Tapi sebuah tragedi tengah malam membuat semua buyar.

Pukul 1.48 pagi, kamar kami diketuk lumayan kencang. Saya diam, teman saya: Sharrah juga terdiam. Ia yang berpikir banyak nonton film horor hanya berpikir itu hantu. Lalu ketukan kedua, lalu ketiga saya sudah tak tahan. 

"Siapa?" tak ada jawaban

Lalu ketukan lagi.

"Siapa!"

"Resepsionis"

Ah, ganjil betul, mengapa pula resepsionis bertanya pintu tengah malam.
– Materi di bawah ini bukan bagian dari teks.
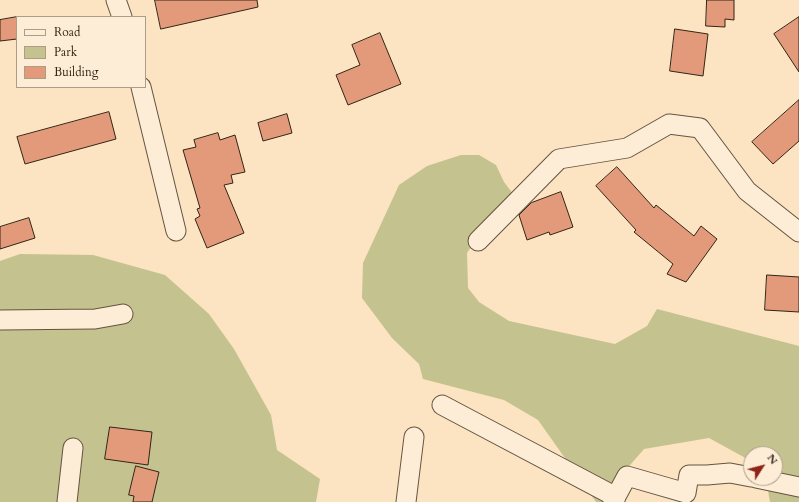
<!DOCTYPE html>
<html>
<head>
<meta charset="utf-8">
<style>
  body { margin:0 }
  #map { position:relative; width:799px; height:502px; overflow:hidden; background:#fce3c1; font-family:Cardo,serif }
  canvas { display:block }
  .legend { position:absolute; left:16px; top:16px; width:130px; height:72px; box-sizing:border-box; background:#fdedd7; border:1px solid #ac9d89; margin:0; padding:5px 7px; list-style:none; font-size:12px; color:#322515 }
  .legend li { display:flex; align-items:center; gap:8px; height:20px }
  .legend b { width:20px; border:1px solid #ac9d89 }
  .north { position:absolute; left:743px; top:446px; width:40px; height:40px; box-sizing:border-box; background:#fdedd7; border:1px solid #ac9d89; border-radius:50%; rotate:54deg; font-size:11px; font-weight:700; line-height:16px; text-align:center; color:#322515 }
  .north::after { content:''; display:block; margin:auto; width:14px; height:18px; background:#8f2418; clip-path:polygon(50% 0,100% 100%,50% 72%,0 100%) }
</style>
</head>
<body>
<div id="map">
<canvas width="799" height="502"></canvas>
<ul class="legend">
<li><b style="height:5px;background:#fdedd7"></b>Road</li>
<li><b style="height:11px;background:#c4c28f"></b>Park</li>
<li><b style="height:11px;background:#e39a7b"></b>Building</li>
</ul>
<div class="north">N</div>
</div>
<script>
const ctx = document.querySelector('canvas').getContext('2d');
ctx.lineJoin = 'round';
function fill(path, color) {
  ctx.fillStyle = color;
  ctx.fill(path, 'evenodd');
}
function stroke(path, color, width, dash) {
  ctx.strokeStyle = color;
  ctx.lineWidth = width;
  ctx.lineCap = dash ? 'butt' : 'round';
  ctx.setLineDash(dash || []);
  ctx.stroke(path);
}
const green = new Path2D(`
  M 461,155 L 479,155 L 496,165 L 504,182 L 514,195 L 476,239 L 467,253 L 468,288 L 479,302 L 509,321 L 615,344 L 647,326 L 657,309 L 799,346 L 799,502 L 770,502 L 767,485 L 775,478 L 775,454 L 751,454 L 751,461 L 709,438 L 644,449 L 624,472 L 610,502 L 596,502 L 538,420 L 504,400 L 423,379 L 419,364 L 392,338 L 362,298 L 363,263 L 399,185 L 427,166 Z
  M 20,254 L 93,255 L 165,275 L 209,314 L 234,349 L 271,415 L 277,450 L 320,479 L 316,502 L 0,502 L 0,261 Z`);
const building = new Path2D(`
  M 155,0 L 257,0 L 258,7 L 161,29 Z
  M 707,0 L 734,0 L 734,20 L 725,19 L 725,27 L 706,26 Z
  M 17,17 L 17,39 L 0,41 L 0,20 Z
  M 799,17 L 799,72 L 774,34 Z
  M 675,29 L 708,34 L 703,76 L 670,71 Z
  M 380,33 L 401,84 L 348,105 L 336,75 L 360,65 L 352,45 Z
  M 799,100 L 799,141 L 773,164 L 752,142 Z
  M 109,112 L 116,139 L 25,164 L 17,137 Z
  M 287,114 L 292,133 L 263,141 L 258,123 Z
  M 218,133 L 220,140 L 235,135 L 245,172 L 231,175 L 233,183 L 224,185 L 244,233 L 207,248 L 195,219 L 200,216 L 197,209 L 200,208 L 183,150 L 196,147 L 194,140 Z
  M 617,167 L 654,208 L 656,205 L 694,236 L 701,226 L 717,239 L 686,282 L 667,274 L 673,264 L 634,232 L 636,230 L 596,186 Z
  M 561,192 L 573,227 L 550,235 L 549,232 L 527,240 L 519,215 L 531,203 Z
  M 29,218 L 35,238 L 0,249 L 0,227 Z
  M 767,275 L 799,277 L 799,312 L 765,310 Z
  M 110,427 L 152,432 L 148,465 L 105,459 Z
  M 136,466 L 159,472 L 152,502 L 133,502 L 134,496 L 129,495 Z`);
const minor = new Path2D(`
  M 116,0 L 122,17
  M 141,87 L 176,231
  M 478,241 L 559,159 L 627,148 L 669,124 L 700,128 L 747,191 L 799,232
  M 0,320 L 95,319 L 123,314
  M 442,405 L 616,497
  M 756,478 L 799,487
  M 67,502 L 73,448
  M 406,502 L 414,437
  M 613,502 L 627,476 L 686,493 L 689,475 L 707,475 L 730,473 L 751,477`);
fill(green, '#c4c28f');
fill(building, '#e39a7b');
stroke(building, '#322515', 1);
stroke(minor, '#645440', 21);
stroke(minor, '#fdedd7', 19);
</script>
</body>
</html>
Tapi mustilah ada yang penting. Saya buka pintu, tak lebar hanya setengah dari wajah saya. tetapi cukup untuk dapat melihat siapa diluar. Dan, itu bukan resepsionis. Sialnya, KTP yang saya beri sebagai identitas kepada pihak penginapan ternyata diberitahukan pada laki-laki yang mendaku sebagai polisi. Saya tahu itu sebab si polisi menyebutkan nama kecamatan tempat saya berasal.
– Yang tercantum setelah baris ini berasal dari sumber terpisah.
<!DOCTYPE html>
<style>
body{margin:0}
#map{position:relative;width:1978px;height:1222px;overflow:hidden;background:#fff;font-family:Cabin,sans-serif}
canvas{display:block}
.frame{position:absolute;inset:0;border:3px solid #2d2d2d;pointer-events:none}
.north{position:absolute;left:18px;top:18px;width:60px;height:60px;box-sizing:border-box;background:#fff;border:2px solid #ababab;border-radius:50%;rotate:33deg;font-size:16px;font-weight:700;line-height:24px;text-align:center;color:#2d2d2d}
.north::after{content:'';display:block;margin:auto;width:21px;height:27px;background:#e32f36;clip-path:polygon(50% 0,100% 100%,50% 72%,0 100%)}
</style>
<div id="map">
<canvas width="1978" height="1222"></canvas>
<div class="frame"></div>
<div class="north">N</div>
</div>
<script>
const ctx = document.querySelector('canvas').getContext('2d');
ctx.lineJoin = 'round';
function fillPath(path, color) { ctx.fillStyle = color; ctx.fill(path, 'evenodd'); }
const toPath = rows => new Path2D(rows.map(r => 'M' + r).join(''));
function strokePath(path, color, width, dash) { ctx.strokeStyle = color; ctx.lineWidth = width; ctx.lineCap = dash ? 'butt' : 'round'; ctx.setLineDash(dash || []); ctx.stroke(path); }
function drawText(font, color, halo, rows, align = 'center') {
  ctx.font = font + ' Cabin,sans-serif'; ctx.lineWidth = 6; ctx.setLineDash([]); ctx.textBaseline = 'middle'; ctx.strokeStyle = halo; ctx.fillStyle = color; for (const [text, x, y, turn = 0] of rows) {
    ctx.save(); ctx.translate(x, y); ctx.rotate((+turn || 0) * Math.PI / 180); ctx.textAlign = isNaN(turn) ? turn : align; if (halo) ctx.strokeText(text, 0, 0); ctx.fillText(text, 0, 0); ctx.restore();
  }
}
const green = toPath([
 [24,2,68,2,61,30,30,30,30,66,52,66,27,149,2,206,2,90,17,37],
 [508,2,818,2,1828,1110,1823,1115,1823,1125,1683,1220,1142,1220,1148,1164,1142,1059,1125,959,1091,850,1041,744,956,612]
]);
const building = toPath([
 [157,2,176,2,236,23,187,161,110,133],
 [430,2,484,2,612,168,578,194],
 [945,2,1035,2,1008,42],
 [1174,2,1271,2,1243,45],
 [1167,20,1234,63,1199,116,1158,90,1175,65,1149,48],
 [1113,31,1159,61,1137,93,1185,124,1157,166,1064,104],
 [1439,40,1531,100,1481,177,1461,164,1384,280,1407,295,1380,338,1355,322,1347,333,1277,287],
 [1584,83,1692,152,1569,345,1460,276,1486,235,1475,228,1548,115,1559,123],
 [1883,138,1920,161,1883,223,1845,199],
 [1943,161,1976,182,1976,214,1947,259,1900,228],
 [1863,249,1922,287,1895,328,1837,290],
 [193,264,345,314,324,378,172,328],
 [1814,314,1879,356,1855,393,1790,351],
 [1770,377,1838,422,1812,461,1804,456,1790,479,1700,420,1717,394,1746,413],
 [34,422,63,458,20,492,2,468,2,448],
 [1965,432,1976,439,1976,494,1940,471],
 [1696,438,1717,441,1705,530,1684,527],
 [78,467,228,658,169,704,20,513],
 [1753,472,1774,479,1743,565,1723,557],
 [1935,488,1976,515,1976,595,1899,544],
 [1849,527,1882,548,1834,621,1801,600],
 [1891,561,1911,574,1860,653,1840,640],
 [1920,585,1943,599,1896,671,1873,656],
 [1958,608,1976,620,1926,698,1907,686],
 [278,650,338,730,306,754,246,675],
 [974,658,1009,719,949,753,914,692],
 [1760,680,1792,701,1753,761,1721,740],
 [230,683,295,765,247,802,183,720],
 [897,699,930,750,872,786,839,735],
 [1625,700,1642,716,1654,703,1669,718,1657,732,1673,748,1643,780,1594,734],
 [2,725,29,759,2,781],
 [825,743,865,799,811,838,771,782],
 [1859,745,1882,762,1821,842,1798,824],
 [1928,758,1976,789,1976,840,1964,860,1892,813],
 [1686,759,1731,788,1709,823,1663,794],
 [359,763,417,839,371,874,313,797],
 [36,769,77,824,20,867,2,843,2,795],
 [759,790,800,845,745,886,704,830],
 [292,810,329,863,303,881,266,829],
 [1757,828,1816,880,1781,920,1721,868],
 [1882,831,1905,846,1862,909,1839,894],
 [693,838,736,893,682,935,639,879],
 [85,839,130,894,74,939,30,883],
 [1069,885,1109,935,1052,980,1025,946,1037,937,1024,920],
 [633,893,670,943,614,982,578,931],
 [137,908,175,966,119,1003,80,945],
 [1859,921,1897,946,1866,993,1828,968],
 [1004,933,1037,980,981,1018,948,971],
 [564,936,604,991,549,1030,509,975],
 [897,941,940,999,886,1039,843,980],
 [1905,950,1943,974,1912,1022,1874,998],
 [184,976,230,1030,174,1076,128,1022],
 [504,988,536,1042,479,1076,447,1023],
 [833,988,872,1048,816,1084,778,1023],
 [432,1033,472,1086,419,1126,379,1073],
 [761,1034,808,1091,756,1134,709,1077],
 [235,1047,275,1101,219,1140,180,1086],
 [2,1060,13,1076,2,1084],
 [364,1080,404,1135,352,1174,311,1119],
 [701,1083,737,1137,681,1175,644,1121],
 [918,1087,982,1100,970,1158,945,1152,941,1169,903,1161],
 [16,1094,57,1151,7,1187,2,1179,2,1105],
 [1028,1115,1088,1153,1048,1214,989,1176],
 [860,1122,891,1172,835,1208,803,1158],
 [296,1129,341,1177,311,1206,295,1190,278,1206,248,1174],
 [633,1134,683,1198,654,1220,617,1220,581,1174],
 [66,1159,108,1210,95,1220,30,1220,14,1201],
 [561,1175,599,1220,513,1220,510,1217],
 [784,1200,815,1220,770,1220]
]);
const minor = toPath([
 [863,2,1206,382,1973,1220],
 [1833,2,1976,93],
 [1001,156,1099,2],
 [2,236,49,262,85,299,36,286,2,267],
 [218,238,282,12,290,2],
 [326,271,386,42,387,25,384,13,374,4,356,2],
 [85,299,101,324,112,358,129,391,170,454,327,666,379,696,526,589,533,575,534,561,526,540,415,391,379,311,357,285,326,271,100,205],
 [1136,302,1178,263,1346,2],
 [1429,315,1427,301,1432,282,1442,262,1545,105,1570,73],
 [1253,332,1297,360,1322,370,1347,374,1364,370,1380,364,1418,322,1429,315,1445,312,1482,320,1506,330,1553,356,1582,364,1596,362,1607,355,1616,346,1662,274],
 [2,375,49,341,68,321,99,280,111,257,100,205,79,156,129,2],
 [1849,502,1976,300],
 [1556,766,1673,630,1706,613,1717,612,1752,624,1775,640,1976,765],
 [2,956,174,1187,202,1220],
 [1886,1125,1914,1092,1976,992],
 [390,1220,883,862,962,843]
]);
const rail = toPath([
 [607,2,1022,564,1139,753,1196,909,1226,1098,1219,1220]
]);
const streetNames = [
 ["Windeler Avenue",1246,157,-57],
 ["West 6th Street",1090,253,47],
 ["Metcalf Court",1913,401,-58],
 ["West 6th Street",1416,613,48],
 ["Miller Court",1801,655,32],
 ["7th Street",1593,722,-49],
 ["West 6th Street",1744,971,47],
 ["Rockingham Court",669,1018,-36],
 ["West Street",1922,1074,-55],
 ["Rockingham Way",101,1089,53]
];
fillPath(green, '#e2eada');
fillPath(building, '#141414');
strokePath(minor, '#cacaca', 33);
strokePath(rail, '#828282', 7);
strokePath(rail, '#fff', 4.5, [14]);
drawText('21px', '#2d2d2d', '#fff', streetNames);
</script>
"Dengan siapa dikamar?" tanyanya

"Dengan Teman" jawab saya

lalu ia tanya nama teman saya, saya mengatakan meski terakhir menyebutkan nama yang sangat umum. 
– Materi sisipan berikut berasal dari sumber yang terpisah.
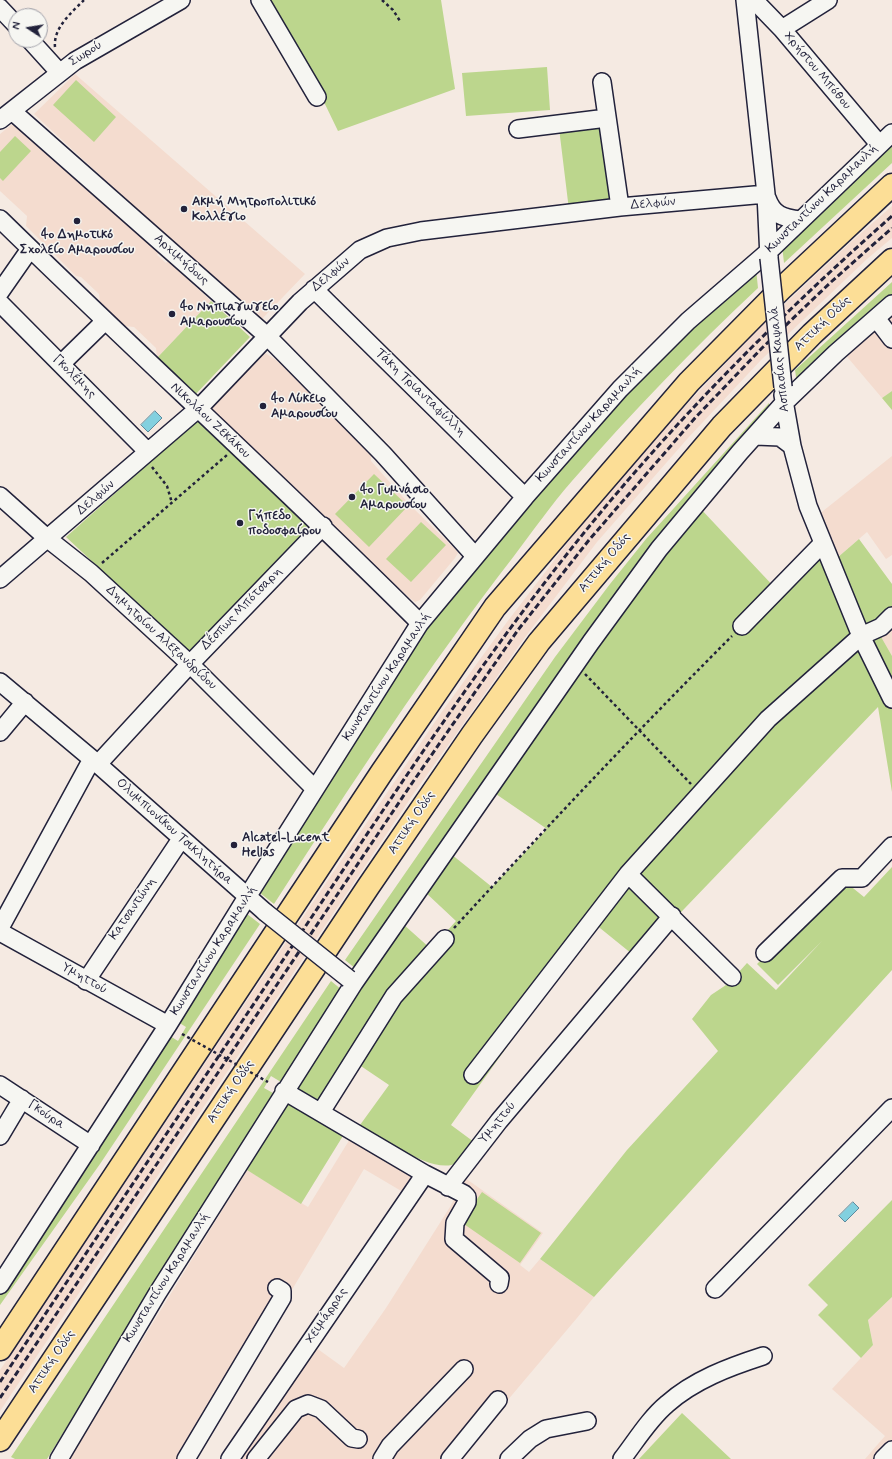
<!DOCTYPE html>
<html>
<head>
<meta charset="utf-8">
<style>
  body { margin:0 }
  #map { position:relative; width:892px; height:1459px; overflow:hidden; background:#f5eae2; font-family:Mynerve,sans-serif }
  canvas { display:block }
  .north { position:absolute; left:8px; top:8px; width:40px; height:40px; box-sizing:border-box; background:#f6f6f2; border:1px solid #a1a1a9; border-radius:50%; rotate:282deg; font-size:11px; font-weight:700; line-height:16px; text-align:center; color:#22223b }
  .north::after { content:''; display:block; margin:auto; width:14px; height:18px; background:#22223b; clip-path:polygon(50% 0,100% 100%,50% 72%,0 100%) }
</style>
</head>
<body>
<div id="map">
<canvas width="892" height="1459"></canvas>
<div class="north">N</div>
</div>
<script>
const ctx = document.querySelector('canvas').getContext('2d');
ctx.lineJoin = 'round';
function paint(path, color) { ctx.fillStyle = color; ctx.fill(path, 'evenodd'); }
function stroke(path, color, width, dash) { ctx.strokeStyle = color; ctx.lineWidth = width; ctx.lineCap = dash ? 'butt' : 'round'; ctx.setLineDash(dash || []); ctx.stroke(path); }
function drawText(font, color, halo, rows, align = 'center') {
  ctx.font = font + ' Mynerve,sans-serif'; ctx.lineWidth = 3; ctx.setLineDash([]); ctx.textBaseline = 'middle'; ctx.strokeStyle = halo; ctx.fillStyle = color; for (const [text, x, y, turn = 0] of rows) {
    ctx.save(); ctx.translate(x, y); ctx.rotate((+turn || 0) * Math.PI / 180); ctx.textAlign = isNaN(turn) ? turn : align; if (halo) ctx.strokeText(text, 0, 0); ctx.fillText(text, 0, 0); ctx.restore();
  }
}
paint(new Path2D(`
  M75,74l230,200 -44,46 -88,-77 -139,-129z
  M16,121l144,131 -3,3 9,8 2,-2 43,40 -54,57 -1,-10 -22,-21 -10,-1 -24,-24 -1,-8 -18,-17 -5,-1 -50,-50 1,-10 -27,-25v-57z
  M892,206v32l-25,21 -105,100 -74,79 -91,104 -71,94 -112,157 -414,618v-41l280,-419 161,-238 66,-91 72,-94 92,-107 88,-93 92,-86z
  M892,307v84l-10,7 -39,-46z
  M265,353l11,7 90,84 5,7v10l39,44 46,45 2,3 -3,5 -35,42 -5,2 -4,-3 -33,-29 -166,-161 -2,-8 50,-47z
  M892,456v99l-6,4 -19,-27 -37,32 -12,-49z
  M892,624v32l-12,-21z
  M353,1134l63,37 -13,21 -39,-23 -173,290h-122l178,-289 61,37z
  M465,1178l78,55 -23,32 9,7 11,-13 54,38 -17,21 -119,141h-220l77,-112 29,21 42,-60 64,-101z
  M892,1297v162h-27l20,-23 -53,-47 41,-44 -5,-25z`), '#f4dccf');
paint(new Path2D(`
  M266,0h175l14,89 -117,42 -15,-31z
  M547,67l3,43 -84,6 -4,-43z
  M76,80l40,37 -22,25 -41,-37z
  M601,122l11,83 -43,5 -10,-82z
  M15,136l16,15 -28,30 -3,-3v-26z
  M892,142v21l-108,100 -2,-18z
  M756,269l2,19c-65,61 -127,125 -186,193 -21,24 -39,50 -58,75 -87,112 -163,229 -240,348l-19,-15 151,-239 186,-222 108,-109z
  M892,282v16l-95,86 -2,-14z
  M211,301l39,36 -56,59 -37,-38z
  M892,391v19l-10,-12z
  M769,403l1,8 -151,180 -54,73 -106,152 -103,153 -11,-9 210,-303 55,-73 36,-45z
  M201,417l109,108 -119,129 -125,-117z
  M374,474l34,32 -39,41 -34,-33z
  M699,507l78,83 43,-42 10,16 29,-25 33,45v40l-12,11 12,21v136l-14,-85 -241,251 -42,-34 -144,201 23,17c-5,6 -10,16 -16,20 -22,16 -78,-26 -98,-37l29,-40 -40,-27 -27,46 -29,-17 110,-163 28,25 25,-28 -31,-29 26,-38 41,33 55,-58 -54,-37z
  M421,522l25,23 -35,37 -25,-23z
  M892,867v103l-298,327 -54,-38 87,-109 91,-99 -26,-32 19,-24 18,-12 18,-20 29,27 46,-49 -44,44 -21,-21 86,-84 21,17z
  M242,910l18,14 -160,240 -100,141v-16l165,-256 13,8 8,-14 -13,-8z
  M331,981l11,9 -61,92 -10,-6 -7,12 9,5 -226,366h-32l-4,-2z
  M289,1100l57,31 -45,73 -54,-34z
  M482,1192l59,41 -21,30 -59,-41z
  M892,1200v97l-24,23 5,25 -12,13 -43,-43 10,-10 -20,-20z
  M682,1413l49,46h-92z`), '#bcd68d');
const water = new Path2D(`
  M155,411l7,7 -14,14 -7,-7z
  M853,1202l6,6 -14,14 -6,-6z`);
paint(water, '#82d0df');
stroke(water, '#5c8a9d', 1);
const minor = new Path2D(`
  M260,0l57,97
  M745,0l21,194 3,64
  M754,0l28,29 97,115
  M0,8l16,17
  M782,29l46,-29
  M30,40l29,32
  M602,82l18,125
  M12,111l255,225 116,118 92,102
  M0,120l75,-59 106,-61
  M518,129l89,-11
  M767,198c6,17 16,20 33,22
  M0,219c139,136 283,267 420,404
  M314,289l211,208
  M0,292l30,-43
  M0,303l148,149
  M876,318l16,21
  M61,364l44,-43
  M783,395l9,51 16,60 53,130 31,63
  M756,436l24,1 12,9
  M0,496l48,43 43,34 99,91 125,125
  M0,579l199,-171 101,-106 60,-52 27,-12 34,-7 199,-24 146,-13
  M742,626l81,-83
  M0,682l92,77 173,153
  M0,732l25,-30
  M98,764l92,-100 133,-138
  M628,874l104,103
  M0,928l92,-169
  M0,932l168,93
  M765,953l77,-75h20l30,-32
  M86,981l95,-142
  M473,1075l155,-201 140,-155 93,-83 20,-9 11,-11
  M0,1085l91,60
  M284,1091l141,83 39,20 3,3v5l-12,21 -1,16 46,39 -1,6
  M321,1112l73,-116 51,-57
  M0,1136l22,-37
  M448,1187l51,-66 173,-205
  M0,1285l168,-260 79,-128 173,-274 105,-126 95,-108 68,-68 81,-70 123,-118
  M715,1289l177,-181
  M59,1459l98,-165 197,-311 237,-341 68,-93 81,-97 44,-49 52,-50 56,-49
  M186,1459l96,-161v-7l-5,-3
  M230,1459l195,-285
  M256,1459l40,-50 12,-5 13,5 31,29 6,1
  M382,1459l8,-13 74,-77
  M450,1459l48,-59
  M509,1459l21,-20 16,-10 41,-8
  M622,1459c14,-18 27,-40 45,-55 27,-24 62,-37 96,-48
  M883,1459l9,-9`);
const highway = new Path2D(`
  M0,1349l382,-577 113,-165 194,-225 91,-92 112,-105
  M0,1440l368,-553 104,-152 67,-93 183,-216 90,-92 80,-74`);
stroke(minor, '#22223b', 20);
stroke(highway, '#22223b', 25);
stroke(new Path2D(`
  M382,0l11,10 7,11
  M55,47c-2,-19 17,-35 29,-47
  M152,467l15,19 5,17
  M102,563l125,-108
  M585,674l106,110
  M454,928c91,-99 183,-197 278,-292`), '#22223b', 2.5, [3, 3]);
stroke(minor, '#f6f6f2', 17);
stroke(highway, '#fcde96', 22);
stroke(new Path2D(`
  M0,1382c101,-152 204,-303 305,-455 89,-133 177,-268 278,-393 93,-115 198,-220 309,-318
  M0,1398l408,-609 110,-159 71,-90 106,-122 67,-70 69,-66 61,-54`), '#22223b', 3, [6, 3]);
const minorBridge = new Path2D(`
  M769,258l14,129
  M265,912l84,67`);
stroke(minorBridge, '#22223b', 20, []);
stroke(new Path2D(`
  M182,1034l86,48`), '#22223b', 2.5, [3, 3]);
stroke(minorBridge, '#f6f6f2', 17);
for (const [x, y, r, color] of [
  [184,209,4,"#22223b"],
  [77,221,4,"#22223b"],
  [172,314,4,"#22223b"],
  [263,406,4,"#22223b"],
  [352,497,4,"#22223b"],
  [240,523,4,"#22223b"],
  [234,845,4,"#22223b"]
]) { const dot = new Path2D(); dot.arc(x, y, r, 0, 2 * Math.PI); ctx.fillStyle = color; ctx.fill(dot); stroke(dot, '#f6f6f2', 1.5); }
drawText('13px', '#22223b', '#f6f6f2', [
  ["Σωρού",86,54,-33],
  ["Χρήστου Μπόθου",817,71,50],
  ["Κωνσταντίνου Καραμανλή",822,199,-44],
  ["Δελφών",653,204,-5],
  ["Αρχιμήδους",181,260,42],
  ["Δελφών",331,275,-40],
  ["Αττική Οδός",823,324,-44],
  ["Ασπασίας Καψαλά",780,359,-96],
  ["Γκολέμης",74,377,45],
  ["Τάκη Τριανταφύλλη",420,393,44],
  ["Νικολάου Ζεκάκου",210,421,43],
  ["Κωνσταντίνου Καραμανλή",589,425,-48],
  ["Δελφών",96,498,-41],
  ["Αττική Οδός",605,563,-50],
  ["Δέσπως Μπότσαρη",242,609,-46],
  ["Δημητρίου Αλεξανδρίδου",161,638,43],
  ["Κωνσταντίνου Καραμανλή",387,677,-57],
  ["Αττική Οδός",412,823,-56],
  ["Ολυμπιονίκου Τσικλητήρα",174,832,42],
  ["Κατσαντώνη",133,909,-56],
  ["Κωνσταντίνου Καραμανλή",214,951,-58],
  ["Υμηττού",84,979,29],
  ["Αττική Οδός",231,1092,-56],
  ["Γκούρα",46,1115,34],
  ["Υμηττού",498,1123,-51],
  ["Κωνσταντίνου Καραμανλή",167,1278,-58],
  ["Χειμάρρας",327,1316,-56],
  ["Αττική Οδός",52,1362,-56]
]);
drawText('bold 13px', '#22223b', '#f6f6f2', [
  ["Ακμή Μητροπολιτικό",192,202],
  ["Κολλέγιο",192,217],
  ["4ο Δημοτικό",77,235,"center"],
  ["Σχολείο Αμαρουσίου",77,250,"center"],
  ["4ο Νηπιαγωγείο",180,307],
  ["Αμαρουσίου",180,322],
  ["4ο Λύκειο",271,399],
  ["Αμαρουσίου",271,414],
  ["4ο Γυμνάσιο",360,490],
  ["Αμαρουσίου",360,505],
  ["Γήπεδο",248,516],
  ["ποδοσφαίρου",248,531],
  ["Alcatel-Lucent",242,838],
  ["Hellas",242,853]
], 'left');
</script>
</body>
</html>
"Saya kira namanya Tintin" 

“Bukan!” Sahut saya sambil menutup pintu.

Lima menit kemudian, ada ketukan lanjutan. Kami memilih tak membuka pintu. Lalu menggotong meja dan menaruhnya didepan pintu. Sampai pagi saya tak dapat tidur, sementara Sharrah mengaku mimpi hantu. 

Paginya, receptionis sudah berganti (Ah, padahal saya mau memarahinya karena membocorkan identitas). Tapi mau gimana, saya terlambat bangun.  

Si resepsionis baru meminta fc identitas rekan sekamar saya. Saya berang, lalu memuntahkan kekesalan yang sejak dini hari ada dihati. Soal ethic, soal betapa tidak profesional dan saya akan review penginapan ini.

Seakan ingin meredam lahar, ia ceritakan soal si polisi yang ditinggal istrinya karena cek cok rumah tangga. Tanpa ampun, suara saya semakin meninggi, mustinya ada surat bla..bla..bla. Lalu, saya check out dengan rasa puas karena dia minta maaf. Ah, ini jenis kepuasan yang harusnya juga diterima korban pelanggaran HAM. Meskipun bukan laki laki yang semalam, setidaknya otoritas resepsionis. Begitu kira kira.



Komentar

Postingan populer dari blog ini

Tips Bagi Jomblo Menghadapi Weekend

Suzuya Mall Banda Aceh Terbakar

Jogja, Istimewa (Sebuah Catatan Perjalanan)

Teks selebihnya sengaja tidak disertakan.